Depois da bronca inicial vieram algumas instruções, ouvidas de forma atônita pelas atletas.

- Vamos ter calma, tocar curto, segurar a bola. Vocês são melhores que eles, têm mais domínio de bola, noção de posicionamento, não tem por que ficar dando chutão. No chutão, na força, vocês vão sempre perder, olha o tamanho desses caras! Temos que ganhar na bola e na inteligência.

Elas entenderam o recado e fizeram cara de malvadas, no início do segundo tempo. Pegaram pesado, derrubaram nossos colegas em jogadas arriscadas e até um pênalti foi pedido à juíza Ana Paula pelo animado banco de reservas. De nada adiantou. Foi questão de tempo para mais um gol. E uma defesa cansada, mas alerta, evitou que os rapazes chegassem sequer perto de marcar.

Rapazes, aliás, que chegaram a jogar boa parte do segundo tempo com 11 atletas na linha, sem que a charmosa juíza percebesse.
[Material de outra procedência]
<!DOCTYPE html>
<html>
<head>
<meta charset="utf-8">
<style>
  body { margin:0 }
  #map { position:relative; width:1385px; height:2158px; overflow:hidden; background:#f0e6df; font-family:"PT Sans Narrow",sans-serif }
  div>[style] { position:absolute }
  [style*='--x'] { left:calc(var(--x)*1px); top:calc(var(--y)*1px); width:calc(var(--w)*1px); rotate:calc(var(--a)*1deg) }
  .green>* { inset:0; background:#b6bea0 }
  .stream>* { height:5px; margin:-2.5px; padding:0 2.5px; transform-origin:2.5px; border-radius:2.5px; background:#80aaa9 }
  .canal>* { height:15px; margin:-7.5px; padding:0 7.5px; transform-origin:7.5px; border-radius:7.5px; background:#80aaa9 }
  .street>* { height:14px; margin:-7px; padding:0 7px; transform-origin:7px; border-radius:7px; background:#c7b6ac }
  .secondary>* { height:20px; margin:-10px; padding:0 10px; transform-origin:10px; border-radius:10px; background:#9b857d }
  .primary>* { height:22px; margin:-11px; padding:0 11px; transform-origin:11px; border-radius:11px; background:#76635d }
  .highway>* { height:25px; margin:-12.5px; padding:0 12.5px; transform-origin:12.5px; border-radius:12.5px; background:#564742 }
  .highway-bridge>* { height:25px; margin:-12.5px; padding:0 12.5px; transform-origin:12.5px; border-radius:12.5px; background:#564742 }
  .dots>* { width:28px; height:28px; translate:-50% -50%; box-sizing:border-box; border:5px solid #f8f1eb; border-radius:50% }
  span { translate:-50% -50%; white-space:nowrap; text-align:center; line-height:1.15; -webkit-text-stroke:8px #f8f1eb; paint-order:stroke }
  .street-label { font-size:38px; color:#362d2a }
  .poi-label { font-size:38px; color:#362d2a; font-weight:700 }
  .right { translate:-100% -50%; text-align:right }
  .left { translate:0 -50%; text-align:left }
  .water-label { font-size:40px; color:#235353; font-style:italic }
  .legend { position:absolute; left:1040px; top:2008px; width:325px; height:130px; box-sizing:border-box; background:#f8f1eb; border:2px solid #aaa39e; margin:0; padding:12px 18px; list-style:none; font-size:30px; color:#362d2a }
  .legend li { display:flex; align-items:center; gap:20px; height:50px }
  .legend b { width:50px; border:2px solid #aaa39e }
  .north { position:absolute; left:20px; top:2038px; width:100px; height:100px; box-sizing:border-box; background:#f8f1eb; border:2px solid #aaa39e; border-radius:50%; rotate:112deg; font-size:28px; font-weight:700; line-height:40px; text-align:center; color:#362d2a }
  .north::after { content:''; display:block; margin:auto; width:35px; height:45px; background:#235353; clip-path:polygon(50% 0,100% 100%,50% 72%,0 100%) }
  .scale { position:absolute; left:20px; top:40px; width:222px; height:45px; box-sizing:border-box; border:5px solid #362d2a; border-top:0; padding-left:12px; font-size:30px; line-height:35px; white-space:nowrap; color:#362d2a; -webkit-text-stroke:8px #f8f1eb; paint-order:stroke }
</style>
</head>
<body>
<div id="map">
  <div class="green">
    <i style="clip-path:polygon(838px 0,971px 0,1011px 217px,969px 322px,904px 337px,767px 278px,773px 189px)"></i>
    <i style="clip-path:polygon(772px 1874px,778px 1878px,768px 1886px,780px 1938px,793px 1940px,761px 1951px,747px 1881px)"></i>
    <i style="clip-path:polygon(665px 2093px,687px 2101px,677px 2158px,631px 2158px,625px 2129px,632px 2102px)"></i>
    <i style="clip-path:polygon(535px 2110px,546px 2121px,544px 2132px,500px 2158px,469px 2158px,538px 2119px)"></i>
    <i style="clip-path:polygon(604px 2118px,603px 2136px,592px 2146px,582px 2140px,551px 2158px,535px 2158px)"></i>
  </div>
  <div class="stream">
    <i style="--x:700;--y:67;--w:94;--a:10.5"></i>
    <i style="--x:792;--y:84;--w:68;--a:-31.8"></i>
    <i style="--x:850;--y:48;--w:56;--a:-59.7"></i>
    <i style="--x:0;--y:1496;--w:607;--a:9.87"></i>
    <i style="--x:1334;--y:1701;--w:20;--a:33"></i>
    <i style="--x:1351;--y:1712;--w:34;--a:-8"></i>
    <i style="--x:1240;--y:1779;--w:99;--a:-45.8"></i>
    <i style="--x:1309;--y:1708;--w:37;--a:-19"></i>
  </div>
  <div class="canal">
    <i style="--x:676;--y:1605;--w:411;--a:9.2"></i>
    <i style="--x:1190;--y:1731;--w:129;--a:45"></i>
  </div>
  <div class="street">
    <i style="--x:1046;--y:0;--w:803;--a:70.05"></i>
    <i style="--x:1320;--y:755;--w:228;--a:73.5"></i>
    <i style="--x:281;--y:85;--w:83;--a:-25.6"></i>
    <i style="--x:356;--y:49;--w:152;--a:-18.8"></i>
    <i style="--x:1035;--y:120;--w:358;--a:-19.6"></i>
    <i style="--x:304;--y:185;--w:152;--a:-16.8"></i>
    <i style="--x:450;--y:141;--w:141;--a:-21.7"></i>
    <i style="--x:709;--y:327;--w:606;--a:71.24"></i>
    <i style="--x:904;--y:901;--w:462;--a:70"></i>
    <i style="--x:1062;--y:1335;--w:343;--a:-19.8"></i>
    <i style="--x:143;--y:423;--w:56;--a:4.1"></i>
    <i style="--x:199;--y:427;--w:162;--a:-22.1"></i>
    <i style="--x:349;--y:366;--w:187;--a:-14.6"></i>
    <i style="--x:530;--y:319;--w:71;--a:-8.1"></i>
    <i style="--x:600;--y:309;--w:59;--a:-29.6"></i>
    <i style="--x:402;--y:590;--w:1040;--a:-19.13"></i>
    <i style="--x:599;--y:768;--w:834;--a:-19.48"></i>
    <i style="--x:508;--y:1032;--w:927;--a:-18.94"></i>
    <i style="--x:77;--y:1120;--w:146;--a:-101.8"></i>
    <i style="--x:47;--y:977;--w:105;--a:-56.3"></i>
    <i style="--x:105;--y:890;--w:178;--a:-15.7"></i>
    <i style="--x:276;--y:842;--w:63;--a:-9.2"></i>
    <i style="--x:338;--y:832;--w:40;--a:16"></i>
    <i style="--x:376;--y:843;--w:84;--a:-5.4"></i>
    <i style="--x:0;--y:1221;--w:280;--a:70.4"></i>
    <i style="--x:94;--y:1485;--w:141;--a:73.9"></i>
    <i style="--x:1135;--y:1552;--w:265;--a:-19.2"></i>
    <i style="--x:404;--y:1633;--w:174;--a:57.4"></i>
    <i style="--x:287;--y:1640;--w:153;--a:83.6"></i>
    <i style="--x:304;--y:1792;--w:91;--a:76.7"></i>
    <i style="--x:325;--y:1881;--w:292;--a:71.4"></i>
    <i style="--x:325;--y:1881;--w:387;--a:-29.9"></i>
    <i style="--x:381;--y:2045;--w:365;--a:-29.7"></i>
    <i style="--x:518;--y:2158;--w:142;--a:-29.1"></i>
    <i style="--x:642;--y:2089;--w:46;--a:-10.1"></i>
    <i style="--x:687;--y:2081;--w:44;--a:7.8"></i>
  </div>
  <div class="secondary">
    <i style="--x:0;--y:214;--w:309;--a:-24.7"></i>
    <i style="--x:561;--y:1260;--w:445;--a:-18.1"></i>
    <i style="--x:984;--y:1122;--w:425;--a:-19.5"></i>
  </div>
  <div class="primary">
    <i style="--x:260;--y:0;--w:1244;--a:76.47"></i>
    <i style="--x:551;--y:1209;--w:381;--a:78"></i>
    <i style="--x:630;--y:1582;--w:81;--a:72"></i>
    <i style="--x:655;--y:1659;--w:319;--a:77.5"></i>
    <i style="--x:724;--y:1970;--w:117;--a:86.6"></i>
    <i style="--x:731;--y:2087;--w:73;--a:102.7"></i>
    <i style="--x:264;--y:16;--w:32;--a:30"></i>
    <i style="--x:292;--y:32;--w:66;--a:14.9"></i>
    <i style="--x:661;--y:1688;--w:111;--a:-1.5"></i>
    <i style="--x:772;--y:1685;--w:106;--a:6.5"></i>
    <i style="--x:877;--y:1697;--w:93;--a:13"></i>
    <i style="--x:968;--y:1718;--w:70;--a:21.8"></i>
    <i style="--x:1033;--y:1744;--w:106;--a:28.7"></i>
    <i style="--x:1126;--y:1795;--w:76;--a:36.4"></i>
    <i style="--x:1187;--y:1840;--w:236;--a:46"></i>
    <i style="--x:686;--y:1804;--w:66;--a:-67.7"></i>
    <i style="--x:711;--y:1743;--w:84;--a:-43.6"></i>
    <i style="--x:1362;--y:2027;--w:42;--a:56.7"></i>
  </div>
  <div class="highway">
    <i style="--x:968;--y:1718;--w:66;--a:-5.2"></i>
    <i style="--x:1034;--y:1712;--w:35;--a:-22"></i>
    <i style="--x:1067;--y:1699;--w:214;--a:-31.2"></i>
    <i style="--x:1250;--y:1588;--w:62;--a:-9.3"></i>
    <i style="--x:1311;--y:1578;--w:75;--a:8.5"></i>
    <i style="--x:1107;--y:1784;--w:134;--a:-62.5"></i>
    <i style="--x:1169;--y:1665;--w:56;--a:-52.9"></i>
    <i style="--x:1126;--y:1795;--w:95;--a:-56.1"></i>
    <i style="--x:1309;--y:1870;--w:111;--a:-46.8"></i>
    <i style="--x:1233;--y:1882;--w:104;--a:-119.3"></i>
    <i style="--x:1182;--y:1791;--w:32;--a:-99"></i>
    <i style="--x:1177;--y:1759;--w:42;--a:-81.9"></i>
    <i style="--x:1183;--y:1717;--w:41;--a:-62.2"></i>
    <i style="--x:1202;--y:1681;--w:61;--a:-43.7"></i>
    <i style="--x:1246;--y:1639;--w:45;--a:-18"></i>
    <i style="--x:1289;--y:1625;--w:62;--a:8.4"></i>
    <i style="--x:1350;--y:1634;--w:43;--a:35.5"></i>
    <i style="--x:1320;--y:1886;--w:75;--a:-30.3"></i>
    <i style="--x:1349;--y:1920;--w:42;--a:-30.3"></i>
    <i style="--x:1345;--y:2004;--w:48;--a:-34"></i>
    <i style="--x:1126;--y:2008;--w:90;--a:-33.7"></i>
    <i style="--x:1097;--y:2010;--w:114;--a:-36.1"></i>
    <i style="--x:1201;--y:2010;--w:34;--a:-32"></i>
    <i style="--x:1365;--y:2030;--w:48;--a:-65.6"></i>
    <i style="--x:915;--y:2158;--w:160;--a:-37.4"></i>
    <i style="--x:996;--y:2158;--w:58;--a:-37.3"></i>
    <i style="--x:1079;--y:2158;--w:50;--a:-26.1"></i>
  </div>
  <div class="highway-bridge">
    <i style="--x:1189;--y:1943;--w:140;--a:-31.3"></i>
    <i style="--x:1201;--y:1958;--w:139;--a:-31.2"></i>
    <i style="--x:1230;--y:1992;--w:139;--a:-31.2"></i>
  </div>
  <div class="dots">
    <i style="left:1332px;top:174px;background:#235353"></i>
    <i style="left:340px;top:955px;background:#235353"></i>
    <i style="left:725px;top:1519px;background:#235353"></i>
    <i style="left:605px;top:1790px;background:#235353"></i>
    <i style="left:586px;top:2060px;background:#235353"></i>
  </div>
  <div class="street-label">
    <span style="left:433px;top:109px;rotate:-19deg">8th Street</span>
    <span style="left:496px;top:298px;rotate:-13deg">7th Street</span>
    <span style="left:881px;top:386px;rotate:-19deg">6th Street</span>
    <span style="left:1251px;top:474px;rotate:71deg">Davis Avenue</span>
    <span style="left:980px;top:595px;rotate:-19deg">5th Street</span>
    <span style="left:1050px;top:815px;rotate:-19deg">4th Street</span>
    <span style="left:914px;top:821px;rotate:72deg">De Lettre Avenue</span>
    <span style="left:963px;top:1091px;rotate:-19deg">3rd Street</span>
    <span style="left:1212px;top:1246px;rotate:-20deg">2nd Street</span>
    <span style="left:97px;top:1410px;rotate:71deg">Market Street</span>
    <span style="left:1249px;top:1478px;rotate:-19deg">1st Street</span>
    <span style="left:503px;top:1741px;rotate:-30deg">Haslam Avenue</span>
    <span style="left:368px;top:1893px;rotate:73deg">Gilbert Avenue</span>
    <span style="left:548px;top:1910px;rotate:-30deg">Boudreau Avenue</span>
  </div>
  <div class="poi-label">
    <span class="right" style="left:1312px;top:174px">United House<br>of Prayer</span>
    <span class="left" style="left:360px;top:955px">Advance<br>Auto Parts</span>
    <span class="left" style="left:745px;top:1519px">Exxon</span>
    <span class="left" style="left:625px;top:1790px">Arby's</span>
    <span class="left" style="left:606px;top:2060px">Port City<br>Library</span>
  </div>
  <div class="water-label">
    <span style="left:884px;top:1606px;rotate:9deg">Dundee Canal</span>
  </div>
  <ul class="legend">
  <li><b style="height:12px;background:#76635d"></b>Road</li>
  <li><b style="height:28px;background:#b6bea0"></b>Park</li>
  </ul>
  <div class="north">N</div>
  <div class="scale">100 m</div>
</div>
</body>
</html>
Nem com a aparente vantagem numérica pudemos registrar um lance real de gol. Como melhor lance do jogo, destaque para uma jogada digna do melhor voleibol brasileiro: Rafael Sampaio, nosso craque de Vestibular e Concursos, mete a mão na bola e toma cartão amarelo. A recompensa: foi eleito pelas garotas juventinas como “o mais bonito em campo” e comparado ao italiano Gattuso, do Milan.

Rafael Sampaio
Rafael Sampaio(à dir.), o "Gattuso" do R7, em momento relax na partida (Foto: Edson Lopes Jr./R7)

Final de jogo e aquilo que deveria ser uma batalha finalmente ganha ares de amistoso. Alguns dos craques saem correndo para um banho nos vestiários - ainda têm um longo plantão dominical pela frente. As meninas, por sua vez, comemoram - mesmo com o dente parcialmente quebrado de uma das atletas. Gilmar faz sua análise mais que direta sobre a partida.

- Misericórdia...

Eles, que não desistem nunca, saem dizendo que esperavam uma goleada, que o resultado até foi bom, e que se não fossem apenas boleiros de sábado e domingo, teriam batido as garotas. Ninguém acredita muito e todos saem sorrindo, debaixo de chuva na rua Juventus.

Para um de nossos atletas, Diego Junqueira, de Saúde, apenas um consolo: ser chamado de gato pela juíza famosa, enquanto se levantava depois de uma jogada com falta. Quem é mesmo que precisava sair ganhando?